In the case of layer hens there is an optimum economic time to end the productive cycle. Gous explained that modern commercial layers have the potential to lay eggs at a much higher rate and to maintain that rate for much longer, than was the case a decade ago. The Hy-line W36, for example, is advertised as producing “more than 345 strong-shelled eggs up to 80 weeks of age.”
In spite of this, layers in certain countries, are being culled earlier than is generally the case in other countries. Prof Gous explained that this makes financial sense when there is a good market for spent hens
He said that the decision to keep layers to the end of their production cycle depended on various factors such as mortality, shell quality, rate of decline in rate of laying and most importantly the depreciation of the hen over time.
“In most countries, there is no value attached to culled hens, so the egg producer makes a huge investment in buying pullets at point of lay and gets nothing for them at the end of lay. The solution in that case is to keep the birds for as long as possible, even force-moult them and keep them for a second laying year,” Prof Gous said.
The problem with this is that hen numbers in the flock will be reduced over time because of mortality, some birds will stop producing for various reasons, and the rate of laying and shell quality will decline with time, all of which means that the profitability of the flock decreases with time.
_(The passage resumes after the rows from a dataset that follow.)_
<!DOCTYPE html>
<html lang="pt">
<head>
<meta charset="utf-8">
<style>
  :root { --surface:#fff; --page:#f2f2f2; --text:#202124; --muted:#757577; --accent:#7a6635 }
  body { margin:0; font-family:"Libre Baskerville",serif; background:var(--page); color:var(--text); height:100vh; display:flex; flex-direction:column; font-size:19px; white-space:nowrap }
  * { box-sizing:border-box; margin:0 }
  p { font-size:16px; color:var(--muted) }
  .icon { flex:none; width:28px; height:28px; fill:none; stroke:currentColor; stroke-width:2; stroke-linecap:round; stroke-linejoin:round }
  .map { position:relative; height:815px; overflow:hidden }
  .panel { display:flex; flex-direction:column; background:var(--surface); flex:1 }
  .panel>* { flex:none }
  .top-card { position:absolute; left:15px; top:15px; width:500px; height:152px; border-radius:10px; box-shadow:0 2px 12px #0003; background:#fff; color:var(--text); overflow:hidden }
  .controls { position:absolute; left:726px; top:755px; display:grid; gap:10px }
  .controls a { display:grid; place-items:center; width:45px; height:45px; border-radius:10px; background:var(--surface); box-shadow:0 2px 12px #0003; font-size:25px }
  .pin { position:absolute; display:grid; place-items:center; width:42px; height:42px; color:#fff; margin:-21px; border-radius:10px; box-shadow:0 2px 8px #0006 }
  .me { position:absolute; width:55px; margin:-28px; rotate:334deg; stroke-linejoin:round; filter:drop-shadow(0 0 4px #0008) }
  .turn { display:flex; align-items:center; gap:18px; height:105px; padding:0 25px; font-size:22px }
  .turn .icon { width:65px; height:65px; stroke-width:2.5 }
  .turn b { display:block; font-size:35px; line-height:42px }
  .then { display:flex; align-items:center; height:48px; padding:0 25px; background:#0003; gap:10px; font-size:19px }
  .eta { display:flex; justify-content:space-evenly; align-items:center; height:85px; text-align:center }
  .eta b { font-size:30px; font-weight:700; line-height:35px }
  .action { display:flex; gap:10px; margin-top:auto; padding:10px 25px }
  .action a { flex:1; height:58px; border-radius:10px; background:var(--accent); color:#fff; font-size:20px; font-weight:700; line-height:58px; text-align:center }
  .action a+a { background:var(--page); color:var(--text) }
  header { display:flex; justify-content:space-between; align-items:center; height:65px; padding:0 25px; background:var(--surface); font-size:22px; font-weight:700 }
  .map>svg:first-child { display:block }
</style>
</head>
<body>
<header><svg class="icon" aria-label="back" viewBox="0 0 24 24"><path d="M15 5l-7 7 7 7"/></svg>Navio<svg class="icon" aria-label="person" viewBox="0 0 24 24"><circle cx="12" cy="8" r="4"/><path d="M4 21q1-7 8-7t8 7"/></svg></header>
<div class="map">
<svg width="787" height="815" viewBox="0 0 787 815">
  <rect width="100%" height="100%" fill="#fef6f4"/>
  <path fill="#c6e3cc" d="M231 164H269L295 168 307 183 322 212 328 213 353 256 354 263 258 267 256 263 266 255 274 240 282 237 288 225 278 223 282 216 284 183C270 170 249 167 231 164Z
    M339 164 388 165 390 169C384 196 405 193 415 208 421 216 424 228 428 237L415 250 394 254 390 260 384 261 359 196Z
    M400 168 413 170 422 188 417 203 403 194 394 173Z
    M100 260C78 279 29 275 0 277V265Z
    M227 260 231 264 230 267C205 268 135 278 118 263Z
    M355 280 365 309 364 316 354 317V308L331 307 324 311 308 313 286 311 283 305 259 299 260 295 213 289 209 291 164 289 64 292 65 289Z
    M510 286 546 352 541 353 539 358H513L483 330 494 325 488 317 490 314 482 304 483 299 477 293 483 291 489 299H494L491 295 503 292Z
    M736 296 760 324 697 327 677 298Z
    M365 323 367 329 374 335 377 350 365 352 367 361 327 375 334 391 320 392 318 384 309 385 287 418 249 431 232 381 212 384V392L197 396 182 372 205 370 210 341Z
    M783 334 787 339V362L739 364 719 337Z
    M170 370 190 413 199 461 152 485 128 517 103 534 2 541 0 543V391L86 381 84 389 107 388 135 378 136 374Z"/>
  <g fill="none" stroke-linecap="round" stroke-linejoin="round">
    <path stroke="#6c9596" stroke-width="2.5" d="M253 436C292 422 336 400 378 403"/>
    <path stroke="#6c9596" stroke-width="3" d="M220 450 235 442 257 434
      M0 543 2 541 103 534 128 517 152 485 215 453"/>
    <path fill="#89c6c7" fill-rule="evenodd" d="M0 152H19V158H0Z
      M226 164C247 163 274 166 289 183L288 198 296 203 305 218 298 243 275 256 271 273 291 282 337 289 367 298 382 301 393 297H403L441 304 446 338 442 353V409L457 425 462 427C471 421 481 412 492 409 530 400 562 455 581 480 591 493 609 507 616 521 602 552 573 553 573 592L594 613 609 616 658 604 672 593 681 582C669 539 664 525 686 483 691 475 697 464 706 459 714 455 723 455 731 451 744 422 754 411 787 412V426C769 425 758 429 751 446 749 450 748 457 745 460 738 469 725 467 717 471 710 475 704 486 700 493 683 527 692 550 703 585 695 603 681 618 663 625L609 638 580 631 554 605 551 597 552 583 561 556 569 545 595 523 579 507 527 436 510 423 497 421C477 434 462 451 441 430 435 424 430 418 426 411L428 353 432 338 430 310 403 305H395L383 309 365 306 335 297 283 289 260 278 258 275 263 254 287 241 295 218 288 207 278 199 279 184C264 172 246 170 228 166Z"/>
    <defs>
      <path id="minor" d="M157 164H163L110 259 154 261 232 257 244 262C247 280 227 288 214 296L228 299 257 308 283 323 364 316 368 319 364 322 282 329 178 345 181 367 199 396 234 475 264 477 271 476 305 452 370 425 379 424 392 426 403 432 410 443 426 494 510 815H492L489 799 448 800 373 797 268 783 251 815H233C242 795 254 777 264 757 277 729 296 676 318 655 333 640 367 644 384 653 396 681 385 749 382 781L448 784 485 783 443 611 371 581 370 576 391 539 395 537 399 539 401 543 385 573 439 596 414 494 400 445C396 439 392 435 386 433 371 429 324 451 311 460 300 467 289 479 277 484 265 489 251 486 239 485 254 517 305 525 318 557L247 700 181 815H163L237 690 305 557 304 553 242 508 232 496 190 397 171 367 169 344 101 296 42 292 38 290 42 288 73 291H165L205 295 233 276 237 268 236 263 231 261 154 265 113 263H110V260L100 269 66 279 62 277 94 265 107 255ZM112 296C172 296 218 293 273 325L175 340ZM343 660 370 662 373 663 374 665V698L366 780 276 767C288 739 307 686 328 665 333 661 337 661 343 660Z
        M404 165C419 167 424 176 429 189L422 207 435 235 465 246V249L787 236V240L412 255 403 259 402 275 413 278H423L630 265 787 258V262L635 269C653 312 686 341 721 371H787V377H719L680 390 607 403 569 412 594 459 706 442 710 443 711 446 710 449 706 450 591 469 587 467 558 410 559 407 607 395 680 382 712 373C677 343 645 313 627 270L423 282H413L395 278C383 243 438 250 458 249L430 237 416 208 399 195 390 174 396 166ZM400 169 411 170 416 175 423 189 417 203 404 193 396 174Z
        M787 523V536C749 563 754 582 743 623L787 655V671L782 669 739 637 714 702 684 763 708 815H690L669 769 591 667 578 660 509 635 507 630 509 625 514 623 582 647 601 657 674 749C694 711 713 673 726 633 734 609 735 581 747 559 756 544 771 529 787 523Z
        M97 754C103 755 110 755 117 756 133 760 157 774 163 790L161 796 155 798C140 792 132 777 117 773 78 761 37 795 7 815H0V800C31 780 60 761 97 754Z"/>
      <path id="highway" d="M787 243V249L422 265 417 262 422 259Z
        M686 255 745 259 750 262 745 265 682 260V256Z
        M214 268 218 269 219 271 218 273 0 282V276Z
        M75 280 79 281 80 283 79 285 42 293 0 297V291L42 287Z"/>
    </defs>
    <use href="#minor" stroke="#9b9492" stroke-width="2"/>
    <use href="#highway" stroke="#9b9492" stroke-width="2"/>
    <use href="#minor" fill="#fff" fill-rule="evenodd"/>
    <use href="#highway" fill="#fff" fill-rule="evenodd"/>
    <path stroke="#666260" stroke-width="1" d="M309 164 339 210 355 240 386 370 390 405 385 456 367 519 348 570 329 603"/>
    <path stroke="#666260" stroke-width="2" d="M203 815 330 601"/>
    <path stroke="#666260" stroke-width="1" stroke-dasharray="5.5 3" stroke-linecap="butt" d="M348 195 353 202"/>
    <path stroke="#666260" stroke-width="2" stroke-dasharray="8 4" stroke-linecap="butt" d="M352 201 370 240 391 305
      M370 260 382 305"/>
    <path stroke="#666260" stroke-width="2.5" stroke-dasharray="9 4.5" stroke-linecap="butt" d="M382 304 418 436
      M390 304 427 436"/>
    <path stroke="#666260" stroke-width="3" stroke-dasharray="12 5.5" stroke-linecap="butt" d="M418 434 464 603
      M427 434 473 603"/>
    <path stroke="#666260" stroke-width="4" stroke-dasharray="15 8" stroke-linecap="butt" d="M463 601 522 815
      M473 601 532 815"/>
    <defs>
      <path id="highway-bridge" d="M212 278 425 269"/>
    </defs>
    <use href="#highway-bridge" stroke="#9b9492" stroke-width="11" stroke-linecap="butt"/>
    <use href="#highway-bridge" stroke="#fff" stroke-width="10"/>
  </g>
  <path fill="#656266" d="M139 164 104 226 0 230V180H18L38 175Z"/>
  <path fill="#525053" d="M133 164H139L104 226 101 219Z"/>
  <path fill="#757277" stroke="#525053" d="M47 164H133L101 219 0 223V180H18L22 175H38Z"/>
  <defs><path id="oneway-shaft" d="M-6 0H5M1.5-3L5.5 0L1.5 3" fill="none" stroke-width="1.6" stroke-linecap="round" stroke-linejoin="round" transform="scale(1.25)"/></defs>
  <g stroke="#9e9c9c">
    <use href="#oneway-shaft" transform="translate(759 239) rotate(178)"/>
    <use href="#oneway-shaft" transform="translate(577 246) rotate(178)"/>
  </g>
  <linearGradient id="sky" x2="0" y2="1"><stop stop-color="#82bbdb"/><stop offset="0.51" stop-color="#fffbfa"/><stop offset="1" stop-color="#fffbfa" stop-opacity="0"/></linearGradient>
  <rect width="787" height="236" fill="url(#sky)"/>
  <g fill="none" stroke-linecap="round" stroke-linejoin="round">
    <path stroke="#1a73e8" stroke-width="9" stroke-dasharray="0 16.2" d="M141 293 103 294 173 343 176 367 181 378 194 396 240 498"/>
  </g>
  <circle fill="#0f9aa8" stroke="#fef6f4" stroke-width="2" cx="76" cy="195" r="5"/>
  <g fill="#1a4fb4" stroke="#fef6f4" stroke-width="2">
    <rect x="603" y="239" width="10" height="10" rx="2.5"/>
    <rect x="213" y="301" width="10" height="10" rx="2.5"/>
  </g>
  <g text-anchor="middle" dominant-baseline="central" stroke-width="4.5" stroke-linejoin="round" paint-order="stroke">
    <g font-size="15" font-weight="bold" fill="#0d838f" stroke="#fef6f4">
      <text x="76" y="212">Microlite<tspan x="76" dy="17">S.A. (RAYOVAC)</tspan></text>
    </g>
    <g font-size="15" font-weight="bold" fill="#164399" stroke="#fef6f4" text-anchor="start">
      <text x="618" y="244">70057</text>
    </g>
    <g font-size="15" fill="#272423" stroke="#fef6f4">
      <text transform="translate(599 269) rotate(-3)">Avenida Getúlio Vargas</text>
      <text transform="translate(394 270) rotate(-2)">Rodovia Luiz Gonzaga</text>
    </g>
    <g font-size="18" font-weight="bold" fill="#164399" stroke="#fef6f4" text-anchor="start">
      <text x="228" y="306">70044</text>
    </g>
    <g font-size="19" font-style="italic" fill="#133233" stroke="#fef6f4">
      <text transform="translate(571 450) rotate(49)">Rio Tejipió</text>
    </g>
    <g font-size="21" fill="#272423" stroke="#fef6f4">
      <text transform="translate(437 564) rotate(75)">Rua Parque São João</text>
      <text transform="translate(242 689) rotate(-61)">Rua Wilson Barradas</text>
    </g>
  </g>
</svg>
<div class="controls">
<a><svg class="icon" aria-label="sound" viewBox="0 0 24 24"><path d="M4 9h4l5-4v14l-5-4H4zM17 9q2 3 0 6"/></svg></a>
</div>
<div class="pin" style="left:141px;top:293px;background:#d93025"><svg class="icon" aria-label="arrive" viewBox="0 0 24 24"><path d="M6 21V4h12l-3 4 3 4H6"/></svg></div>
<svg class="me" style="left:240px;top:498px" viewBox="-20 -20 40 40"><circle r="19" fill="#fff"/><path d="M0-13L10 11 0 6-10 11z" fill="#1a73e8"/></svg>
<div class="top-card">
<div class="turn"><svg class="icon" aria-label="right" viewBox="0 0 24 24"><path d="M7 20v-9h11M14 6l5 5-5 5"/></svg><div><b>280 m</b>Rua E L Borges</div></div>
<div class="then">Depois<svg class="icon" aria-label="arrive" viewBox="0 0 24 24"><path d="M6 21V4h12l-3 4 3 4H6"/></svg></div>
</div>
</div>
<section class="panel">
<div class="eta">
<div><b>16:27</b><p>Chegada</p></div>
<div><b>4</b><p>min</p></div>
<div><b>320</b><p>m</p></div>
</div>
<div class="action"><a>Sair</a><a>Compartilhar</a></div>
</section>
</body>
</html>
But having to replace those pullets is expensive, so the producer accepts the lower profitability over time.
In South Africa the situation is different: producers are able to sell spent hens at a reasonable price, which means that the depreciation on the flock is substantially reduced.
According to Prof Gous there is an optimum time to cull the flock and the lower the depreciation on replacing the flock the earlier this time becomes. It would not pay egg producers in South Africa to keep their hens longer than about 72 weeks of age.
Lately there has been a demand for a slower growing breed of chicken from the Netherlands. Prof Gous said the demand was driven by a rising concern over animal welfare in that country.
The chicken, called the “kip-van-morgen”, may not grow faster than 50 grams per day, with production being subjected to very strict standards as far as stocking density, the use of antibiotics and bedding is concerned. The birds sell at about €1.46 per kilogram more than a standard broiler, according to Prof Gous, because of the lower stocking density and longer time spent in the broiler house, and the more expensive feed and greater feed usage.
Prof Gous feels that this is a retrogressive step that is only possible to comprehend in a wealthy population that can afford to pay so much more for what is perceived, by some, as being a more humane and bird-friendly environment in which to raise broilers.